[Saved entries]

****************************************

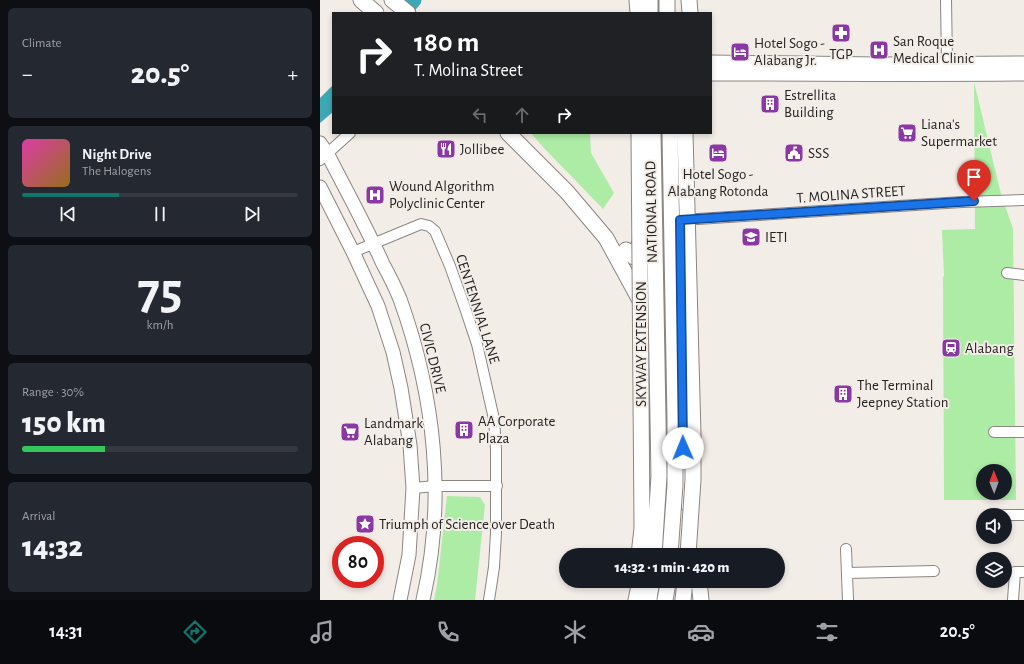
<!DOCTYPE html>
<meta charset="utf-8">
<style>
body{margin:0;font-family:"Alegreya Sans",sans-serif;background:#242831;color:#f1f3f6;height:100vh;display:flex;flex-direction:column;font-size:15px;white-space:nowrap}
*{box-sizing:border-box;margin:0}
p{font-size:13px;color:#9ea1a6}
.icon{flex:none;width:22px;height:22px;fill:none;stroke:currentColor;stroke-width:2;stroke-linecap:round;stroke-linejoin:round}
.map{position:relative;flex:1;overflow:hidden}
.details{display:flex;flex-direction:column;gap:8px;padding:8px;background:#0d0f14;width:320px}
.details>*{flex:none}
.guide{position:absolute;left:12px;top:12px;width:380px;height:122px;border-radius:0px;box-shadow:0 2px 6px #0003;background:#202124;color:#fff;overflow:hidden}
.needle{width:26px;rotate:359deg}
.controls{position:absolute;left:656px;top:464px;display:grid;gap:8px}
.controls a{display:grid;place-items:center;width:36px;height:36px;border-radius:50%;background:#171b24;box-shadow:0 2px 6px #0003;font-size:20px}
.speed{position:absolute;left:12px;top:536px;display:flex;gap:8px;font-size:20px;font-weight:700;text-align:center}
.speed>*{display:grid;place-content:center;width:52px;height:52px;border-radius:50%;background:#171b24;box-shadow:0 2px 6px #0003;line-height:1}
.speed .limit{border:6px solid #d22;background:#fff;color:#111}
.pin{position:absolute;display:grid;place-items:center;width:34px;height:34px;color:#fff;margin:-41px -17px;border-radius:50% 50% 50% 0;rotate:-45deg;box-shadow:0 0 4px #0007}
.pin .icon{rotate:45deg}
.me{position:absolute;width:44px;margin:-22px;rotate:359deg;stroke-linejoin:round;filter:drop-shadow(0 0 3px #0008)}
.turn{display:flex;align-items:center;gap:14px;height:84px;padding:0 16px;font-size:18px}
.turn .icon{width:52px;height:52px;stroke-width:2.5}
.turn b{display:block;font-size:28px;line-height:34px}
.lanes{display:flex;align-items:center;height:38px;padding:0 16px;background:#0003;justify-content:center;gap:20px;direction:ltr}
.lanes .off{opacity:.35}
.big{font-size:30px;font-weight:800;line-height:1.1}
.details .card{flex:1;display:flex;flex-direction:column;justify-content:center;gap:6px;min-width:0;padding:0 14px;border-radius:6px;background:#242831}
.details .dial{align-items:center;gap:0}
.dial b{font-size:52px;line-height:1}
.song{display:flex;align-items:center;gap:12px}
.cover{width:48px;height:48px;border-radius:6px;background:linear-gradient(135deg,hsl(320 70% 55%),hsl(40 70% 35%))}
.played{height:4px;border-radius:2px;background:linear-gradient(90deg,#0f766e 35%,#363941 35%)}
.keys{display:flex;justify-content:space-around;direction:ltr}
.heat{display:flex;justify-content:space-between;align-items:center;font-size:22px;direction:ltr}
.charge{height:6px;border-radius:3px;background:linear-gradient(90deg,#34c759 30%,#363941 0)}
.trip{position:absolute;left:239px;top:548px;width:226px;height:40px;border-radius:20px;background:#171b24;box-shadow:0 2px 6px #0003;font-weight:800;line-height:40px;text-align:center}
.dock{display:flex;height:64px;justify-content:space-around;align-items:center;background:#090b0e;color:#9ea1a6}
.dock .icon{width:28px;height:28px}
.dock .selected{color:#0f766e}
.dock b{font-size:18px;color:#f1f3f6}
main{display:flex;flex:1;min-height:0}
.map>svg:first-child{display:block}
</style>
<main>
<section class="details">
<div class="card"><p>Climate</p>
<div class="heat"><a>−</a><b class="big">20.5°</b><a>+</a></div>
</div>
<div class="card">
<div class="song"><i class="cover"></i><div><b>Night Drive</b><p>The Halogens</p></div></div>
<div class="played"></div>
<div class="keys"><svg class="icon" aria-label="previous" viewBox="0 0 24 24"><path d="M18 5L8 12l10 7zM5 5v14"/></svg><svg class="icon" aria-label="pause" viewBox="0 0 24 24"><path d="M8 5v14M16 5v14"/></svg><svg class="icon" aria-label="next" viewBox="0 0 24 24"><path d="M6 5l10 7-10 7zM19 5v14"/></svg></div>
</div>
<div class="card dial"><b>75</b><p>km/h</p></div>
<div class="card"><p>Range · 30%</p><b class="big">150 km</b><div class="charge"></div></div>
<div class="card"><p>Arrival</p><b class="big">14:32</b></div>
</section>
<div class="map">
<svg width="704" height="600" viewBox="0 0 704 600">
<rect width="100%" height="100%" fill="#f3ede8"/>
<!-- green -->
<path fill="#aceca4" fill-rule="evenodd" d="M654 82 681 194 693 229 696 500H624L623 277 624 276 622 230 655 229ZM663 471H685V493H663Z
M211 133H270L271 153 294 193 283 209 223 147Z
M127 496 160 497 165 505 155 600H114L117 585Z"/>
<!-- water -->
<path fill="#3ca8b6" d="M13 85V112L0 123V98Z"/>
<g fill="none" stroke-linecap="round" stroke-linejoin="round">
<!-- river -->
<path stroke="#3ca8b6" stroke-width="15" d="M83 13 94 0"/>
<defs>
<path id="minor" d="M626 0 627 63
M0 160 30 133
M362 220 642 202 704 200
M33 252 101 224 109 226 115 231 130 266 145 308 157 344 174 419 176 449V533L174 567 169 600
M687 273 704 275
M674 432H704
M93 488 116 486H177
M684 515H704
M526 549 528 600
M527 573 614 571
M693 600 695 572H704"/>
<path id="major" d="M391 62 558 64 704 63
M391 74C495 74 600 75 704 74
M0 143 7 153C26 190 46 226 63 264 69 275 75 287 80 299 115 396 126 500 103 600
M0 187 33 252 58 306 73 352 81 388 90 445 93 488 89 555 80 600"/>
<path id="highway" d="M41 0 56 13
M72 0 88 13
M317 0 318 13
M330 0V13
M347 0V13
M369 0 370 13
M188 133 247 192 286 238 334 326
M360 217 364 473 368 504
M306 250 314 257 317 258 320 256 319 244
M379 581 381 600
M316 600 320 581
M329 600 332 581
M363 600 365 581"/>
</defs>
<!-- minor casing -->
<use href="#minor" stroke="#8c8682" stroke-width="12"/>
<!-- major casing -->
<use href="#major" stroke="#8c8682" stroke-width="15"/>
<!-- highway casing -->
<use href="#highway" stroke="#8c8682" stroke-width="17"/>
<!-- minor -->
<use href="#minor" stroke="#fff" stroke-width="10"/>
<!-- major -->
<use href="#major" stroke="#fff" stroke-width="13"/>
<!-- highway -->
<use href="#highway" stroke="#fff" stroke-width="15"/>
<defs>
<path id="highway-bridge" d="M333 133 339 476 334 555
M365 133 373 435V480L368 555
M319 555 322 528 319 133
M350 555 355 485V419L350 133
M345 600 348 583"/>
</defs>
<!-- highway-bridge casing -->
<use href="#highway-bridge" stroke="#8c8682" stroke-width="17" stroke-linecap="butt"/>
<!-- highway-bridge -->
<use href="#highway-bridge" stroke="#fff" stroke-width="15"/>
</g>
<g fill="none" stroke-linecap="round" stroke-linejoin="round">
<defs>
<path id="route" d="M363 448 360 220 654 201"/>
</defs>
<!-- route casing -->
<use href="#route" stroke="#114b97" stroke-width="10"/>
<!-- route -->
<use href="#route" stroke="#1a73e8" stroke-width="7"/>
</g>
<!-- icons -->
<defs>
<symbol id="pharmacy-square" viewBox="-11 -11 22 22"><rect x="-9" y="-9" width="18" height="18" rx="4" fill="#8b37a5" stroke="#f3ede8"/><path d="M-2-6h4v4h4v4h-4v4h-4v-4h-4v-4h4Z" fill="#fff"/></symbol>
<symbol id="hospital-square" viewBox="-11 -11 22 22"><rect x="-9" y="-9" width="18" height="18" rx="4" fill="#8b37a5" stroke="#f3ede8"/><path d="M-5-5h3v3.5h4V-5h3V5h-3V1.5h-4V5h-3Z" fill="#fff"/></symbol>
<symbol id="hotel-square" viewBox="-11 -11 22 22"><rect x="-9" y="-9" width="18" height="18" rx="4" fill="#8b37a5" stroke="#f3ede8"/><path d="M-6-4.5h1.5V1H6V5H4.5V3h-9V5H-6ZM-4 0a1.8 1.8 0 1 1 3.6 0ZM.5 0V-2.5h3Q6-2.5 6 0Z" fill="#fff"/></symbol>
<symbol id="building-square" viewBox="-11 -11 22 22"><rect x="-9" y="-9" width="18" height="18" rx="4" fill="#8b37a5" stroke="#f3ede8"/><path d="M-4-6H4V6H1V3H-1V6H-4ZM-2.5-4.3h1.7v1.8h-1.7ZM.8-4.3h1.7v1.8H.8ZM-2.5-1h1.7V.8h-1.7ZM.8-1h1.7V.8H.8Z" fill="#fff"/></symbol>
<symbol id="supermarket-square" viewBox="-11 -11 22 22"><rect x="-9" y="-9" width="18" height="18" rx="4" fill="#8b37a5" stroke="#f3ede8"/><path d="M-6-5.5h2.5l.6 2H6L4.5 2H-2.5L-4.4-4H-6ZM-1.5 3.2a1.3 1.3 0 1 0 .1 0ZM3 3.2a1.3 1.3 0 1 0 .1 0Z" fill="#fff"/></symbol>
<symbol id="restaurant-square" viewBox="-11 -11 22 22"><rect x="-9" y="-9" width="18" height="18" rx="4" fill="#8b37a5" stroke="#f3ede8"/><path d="M-5-6h1v4h1v-4h1v4h1v-4h1v5L-1.5 .5V6h-2V.5L-5-1ZM5-6V6H3V1.5H1.5Q1.5-4 5-6Z" fill="#fff"/></symbol>
<symbol id="civic-square" viewBox="-11 -11 22 22"><rect x="-9" y="-9" width="18" height="18" rx="4" fill="#8b37a5" stroke="#f3ede8"/><path d="M-.6-6.5H3V-4.5H.6V-3L4-1V1h2V6H-6V1h2V-1L-.6-3ZM-1.2 2.5V6h2.4V2.5Z" fill="#fff"/></symbol>
<symbol id="school-square" viewBox="-11 -11 22 22"><rect x="-9" y="-9" width="18" height="18" rx="4" fill="#8b37a5" stroke="#f3ede8"/><path d="M0-5L7-2L0 1L-7-2ZM-4 1L0 2.5L4 1V4Q0 6-4 4Z" fill="#fff"/></symbol>
<symbol id="station-square" viewBox="-11 -11 22 22"><rect x="-9" y="-9" width="18" height="18" rx="4" fill="#8b37a5" stroke="#f3ede8"/><path d="M-3-6H3Q5-6 5-4V2Q5 4 3 4L4.5 6H3L1.5 4h-3L-3 6H-4.5L-3 4Q-5 4-5 2V-4Q-5-6-3-6ZM-3.5-4v3h7v-3ZM-3.5 1v1.5H-2V1ZM2 1v1.5H3.5V1Z" fill="#fff"/></symbol>
<symbol id="sight-square" viewBox="-11 -11 22 22"><rect x="-9" y="-9" width="18" height="18" rx="4" fill="#8b37a5" stroke="#f3ede8"/><path d="M0-6L1.8-2.2L6-1.7L2.9 1.2L3.7 5.4L0 3.3L-3.7 5.4L-2.9 1.2L-6-1.7L-1.8-2.2Z" fill="#fff"/></symbol>
</defs>
<g fill-rule="evenodd">
<use href="#pharmacy-square" x="510" y="22" width="22" height="22"/>
<use href="#hospital-square" x="548" y="39" width="22" height="22"/>
<use href="#hotel-square" x="409" y="41" width="22" height="22"/>
<use href="#building-square" x="439" y="93" width="22" height="22"/>
<use href="#supermarket-square" x="576" y="122" width="22" height="22"/>
<use href="#restaurant-square" x="115" y="138" width="22" height="22"/>
<use href="#hotel-square" x="387" y="142" width="22" height="22"/>
<use href="#civic-square" x="463" y="142" width="22" height="22"/>
<use href="#hospital-square" x="44" y="184" width="22" height="22"/>
<use href="#school-square" x="420" y="226" width="22" height="22"/>
<use href="#station-square" x="620" y="337" width="22" height="22"/>
<use href="#building-square" x="512" y="383" width="22" height="22"/>
<use href="#building-square" x="133" y="419" width="22" height="22"/>
<use href="#supermarket-square" x="19" y="421" width="22" height="22"/>
<use href="#sight-square" x="34" y="513" width="22" height="22"/>
</g>
<g text-anchor="middle" stroke-width="4" stroke-linejoin="round" paint-order="stroke">
<!-- poi labels -->
<g font-size="15" fill="#252322" stroke="#f3ede8" text-anchor="start">
<text x="573" y="46">San Roque<tspan x="573" dy="17">Medical Clinic</tspan></text>
<text x="434" y="48">Hotel Sogo -<tspan x="434" dy="17">Alabang Jr.</tspan></text>
<text x="521" y="59" text-anchor="middle">TGP</text>
<text x="464" y="100">Estrellita<tspan x="464" dy="17">Building</tspan></text>
<text x="601" y="129">Liana's<tspan x="601" dy="17">Supermarket</tspan></text>
<text x="140" y="154">Jollibee</text>
<text x="488" y="158">SSS</text>
<text x="398" y="179" text-anchor="middle">Hotel Sogo -<tspan x="398" dy="17">Alabang Rotonda</tspan></text>
<text x="69" y="191">Wound Algorithm<tspan x="69" dy="17">Polyclinic Center</tspan></text>
<text x="445" y="242">IETI</text>
<text x="645" y="353">Alabang</text>
<text x="537" y="390">The Terminal<tspan x="537" dy="17">Jeepney Station</tspan></text>
<text x="158" y="426">AA Corporate<tspan x="158" dy="17">Plaza</tspan></text>
<text x="44" y="428">Landmark<tspan x="44" dy="17">Alabang</tspan></text>
<text x="59" y="529">Triumph of Science over Death</text>
</g>
<!-- street labels -->
<g font-size="15" fill="#252322" stroke="#f3ede8">
<text transform="translate(531 194) rotate(-4)" y="5">T. MOLINA STREET</text>
<text transform="translate(331 212) rotate(-91)" y="5">NATIONAL ROAD</text>
<text transform="translate(158 309) rotate(72)" y="5">CENTENNIAL LANE</text>
<text transform="translate(321 344) rotate(-90)" y="5">SKYWAY EXTENSION</text>
<text transform="translate(113 358) rotate(76)" y="5">CIVIC DRIVE</text>
</g>
</g>
</svg>
<div class="controls">
<a><svg class="needle" viewBox="-14 -14 28 28"><path d="M0-13l5 13h-10z" fill="#e53935"/><path d="M0 13l5-13h-10z" fill="#9ea1a6"/></svg></a>
<a><svg class="icon" aria-label="sound" viewBox="0 0 24 24"><path d="M4 9h4l5-4v14l-5-4H4zM17 9q2 3 0 6"/></svg></a>
<a><svg class="icon" aria-label="layers" viewBox="0 0 24 24"><path d="M12 4l9 5-9 5-9-5zM3 14l9 5 9-5"/></svg></a>
</div>
<div class="speed"><div class="limit">80</div></div>
<div class="pin" style="left:654px;top:201px;background:#d93025"><svg class="icon" aria-label="arrive" viewBox="0 0 24 24"><path d="M6 21V4h12l-3 4 3 4H6"/></svg></div>
<svg class="me" style="left:363px;top:448px" viewBox="-20 -20 40 40"><circle r="19" fill="#fff"/><path d="M0-13L10 11 0 6-10 11z" fill="#1a73e8"/></svg>
<div class="trip">14:32 · 1 min · 420 m</div>
<div class="guide">
<div class="turn"><svg class="icon" aria-label="right" viewBox="0 0 24 24"><path d="M7 20v-9h11M14 6l5 5-5 5"/></svg><div><b>180 m</b>T. Molina Street</div></div>
<div class="lanes"><svg class="icon off" aria-label="left" viewBox="0 0 24 24"><path d="M17 20v-9H6M10 6l-5 5 5 5"/></svg><svg class="icon off" aria-label="ahead" viewBox="0 0 24 24"><path d="M12 20V5M6 11l6-6 6 6"/></svg><svg class="icon" aria-label="right" viewBox="0 0 24 24"><path d="M7 20v-9h11M14 6l5 5-5 5"/></svg></div>
</div>
</div>
</main>
<nav class="dock">
<b>14:31</b>
<svg class="icon selected" aria-label="directions" viewBox="0 0 24 24"><path d="M12 3l9 9-9 9-9-9zM9 14v-3h6M13 9l2 2-2 2"/></svg>
<svg class="icon" aria-label="music" viewBox="0 0 24 24"><path d="M9 18V5l10-2v13"/><circle cx="6" cy="18" r="3"/><circle cx="16" cy="16" r="3"/></svg>
<svg class="icon" aria-label="phone" viewBox="0 0 24 24"><path d="M5 4h4l2 5-3 2q2 4 5 5l2-3 5 2v4C11 20 4 13 5 4z"/></svg>
<svg class="icon" aria-label="climate" viewBox="0 0 24 24"><path d="M12 3v18M4 7l16 10M4 17L20 7"/></svg>
<svg class="icon" aria-label="car" viewBox="0 0 24 24"><path d="M5 17H2v-5l4-1 3-4h7l3 4 3 1v5h-3M9 17h6M6 11h13"/><circle cx="7" cy="17" r="2"/><circle cx="17" cy="17" r="2"/></svg>
<svg class="icon" aria-label="filters" viewBox="0 0 24 24"><path d="M4 7h16M4 17h16"/><circle cx="9" cy="7" r="2"/><circle cx="15" cy="17" r="2"/></svg>
<b>20.5°</b>
</nav>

****************************************

Give back, word for word, only the lines above from the line holding "<!-- minor -->" to the line holding "0a1.8 1.8 0", both included.

<!-- minor -->
<use href="#minor" stroke="#fff" stroke-width="10"/>
<!-- major -->
<use href="#major" stroke="#fff" stroke-width="13"/>
<!-- highway -->
<use href="#highway" stroke="#fff" stroke-width="15"/>
<defs>
<path id="highway-bridge" d="M333 133 339 476 334 555
M365 133 373 435V480L368 555
M319 555 322 528 319 133
M350 555 355 485V419L350 133
M345 600 348 583"/>
</defs>
<!-- highway-bridge casing -->
<use href="#highway-bridge" stroke="#8c8682" stroke-width="17" stroke-linecap="butt"/>
<!-- highway-bridge -->
<use href="#highway-bridge" stroke="#fff" stroke-width="15"/>
</g>
<g fill="none" stroke-linecap="round" stroke-linejoin="round">
<defs>
<path id="route" d="M363 448 360 220 654 201"/>
</defs>
<!-- route casing -->
<use href="#route" stroke="#114b97" stroke-width="10"/>
<!-- route -->
<use href="#route" stroke="#1a73e8" stroke-width="7"/>
</g>
<!-- icons -->
<defs>
<symbol id="pharmacy-square" viewBox="-11 -11 22 22"><rect x="-9" y="-9" width="18" height="18" rx="4" fill="#8b37a5" stroke="#f3ede8"/><path d="M-2-6h4v4h4v4h-4v4h-4v-4h-4v-4h4Z" fill="#fff"/></symbol>
<symbol id="hospital-square" viewBox="-11 -11 22 22"><rect x="-9" y="-9" width="18" height="18" rx="4" fill="#8b37a5" stroke="#f3ede8"/><path d="M-5-5h3v3.5h4V-5h3V5h-3V1.5h-4V5h-3Z" fill="#fff"/></symbol>
<symbol id="hotel-square" viewBox="-11 -11 22 22"><rect x="-9" y="-9" width="18" height="18" rx="4" fill="#8b37a5" stroke="#f3ede8"/><path d="M-6-4.5h1.5V1H6V5H4.5V3h-9V5H-6ZM-4 0a1.8 1.8 0 1 1 3.6 0ZM.5 0V-2.5h3Q6-2.5 6 0Z" fill="#fff"/></symbol>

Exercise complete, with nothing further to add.